Task input:
━━━

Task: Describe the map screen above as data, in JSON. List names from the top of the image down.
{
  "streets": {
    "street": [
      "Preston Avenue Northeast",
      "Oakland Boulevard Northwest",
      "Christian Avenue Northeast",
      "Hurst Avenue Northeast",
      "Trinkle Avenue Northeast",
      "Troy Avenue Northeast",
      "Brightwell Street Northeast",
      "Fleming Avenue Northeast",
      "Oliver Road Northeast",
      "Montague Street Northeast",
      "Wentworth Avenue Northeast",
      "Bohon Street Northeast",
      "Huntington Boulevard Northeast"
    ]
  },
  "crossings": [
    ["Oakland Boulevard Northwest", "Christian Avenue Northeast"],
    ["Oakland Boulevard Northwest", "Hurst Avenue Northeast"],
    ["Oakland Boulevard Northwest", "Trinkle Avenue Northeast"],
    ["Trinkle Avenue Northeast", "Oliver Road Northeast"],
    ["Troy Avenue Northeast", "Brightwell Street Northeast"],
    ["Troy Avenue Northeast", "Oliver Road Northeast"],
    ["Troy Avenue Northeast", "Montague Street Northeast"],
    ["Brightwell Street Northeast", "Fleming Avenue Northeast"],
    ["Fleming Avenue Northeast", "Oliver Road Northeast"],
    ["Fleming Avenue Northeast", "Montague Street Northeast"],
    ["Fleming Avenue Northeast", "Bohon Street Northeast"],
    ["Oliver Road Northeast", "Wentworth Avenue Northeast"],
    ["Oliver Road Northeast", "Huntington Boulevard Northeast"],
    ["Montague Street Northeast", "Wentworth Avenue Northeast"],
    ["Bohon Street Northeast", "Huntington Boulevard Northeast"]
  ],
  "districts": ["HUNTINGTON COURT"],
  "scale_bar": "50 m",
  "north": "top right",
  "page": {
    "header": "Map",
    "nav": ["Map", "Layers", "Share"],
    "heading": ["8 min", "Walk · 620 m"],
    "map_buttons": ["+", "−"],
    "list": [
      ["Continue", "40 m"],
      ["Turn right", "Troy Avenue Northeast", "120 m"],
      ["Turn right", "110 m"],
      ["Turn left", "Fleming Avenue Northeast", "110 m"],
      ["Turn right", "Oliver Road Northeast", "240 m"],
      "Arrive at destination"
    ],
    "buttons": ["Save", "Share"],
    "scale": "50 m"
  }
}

━━━

Work request:
Print all the records precisely.

Solution for this problem:
Task: Describe the map screen above as data, in JSON. List names from the top of the image down.
{
  "streets": {
    "street": [
      "Preston Avenue Northeast",
      "Oakland Boulevard Northwest",
      "Christian Avenue Northeast",
      "Hurst Avenue Northeast",
      "Trinkle Avenue Northeast",
      "Troy Avenue Northeast",
      "Brightwell Street Northeast",
      "Fleming Avenue Northeast",
      "Oliver Road Northeast",
      "Montague Street Northeast",
      "Wentworth Avenue Northeast",
      "Bohon Street Northeast",
      "Huntington Boulevard Northeast"
    ]
  },
  "crossings": [
    ["Oakland Boulevard Northwest", "Christian Avenue Northeast"],
    ["Oakland Boulevard Northwest", "Hurst Avenue Northeast"],
    ["Oakland Boulevard Northwest", "Trinkle Avenue Northeast"],
    ["Trinkle Avenue Northeast", "Oliver Road Northeast"],
    ["Troy Avenue Northeast", "Brightwell Street Northeast"],
    ["Troy Avenue Northeast", "Oliver Road Northeast"],
    ["Troy Avenue Northeast", "Montague Street Northeast"],
    ["Brightwell Street Northeast", "Fleming Avenue Northeast"],
    ["Fleming Avenue Northeast", "Oliver Road Northeast"],
    ["Fleming Avenue Northeast", "Montague Street Northeast"],
    ["Fleming Avenue Northeast", "Bohon Street Northeast"],
    ["Oliver Road Northeast", "Wentworth Avenue Northeast"],
    ["Oliver Road Northeast", "Huntington Boulevard Northeast"],
    ["Montague Street Northeast", "Wentworth Avenue Northeast"],
    ["Bohon Street Northeast", "Huntington Boulevard Northeast"]
  ],
  "districts": ["HUNTINGTON COURT"],
  "scale_bar": "50 m",
  "north": "top right",
  "page": {
    "header": "Map",
    "nav": ["Map", "Layers", "Share"],
    "heading": ["8 min", "Walk · 620 m"],
    "map_buttons": ["+", "−"],
    "list": [
      ["Continue", "40 m"],
      ["Turn right", "Troy Avenue Northeast", "120 m"],
      ["Turn right", "110 m"],
      ["Turn left", "Fleming Avenue Northeast", "110 m"],
      ["Turn right", "Oliver Road Northeast", "240 m"],
      "Arrive at destination"
    ],
    "buttons": ["Save", "Share"],
    "scale": "50 m"
  }
}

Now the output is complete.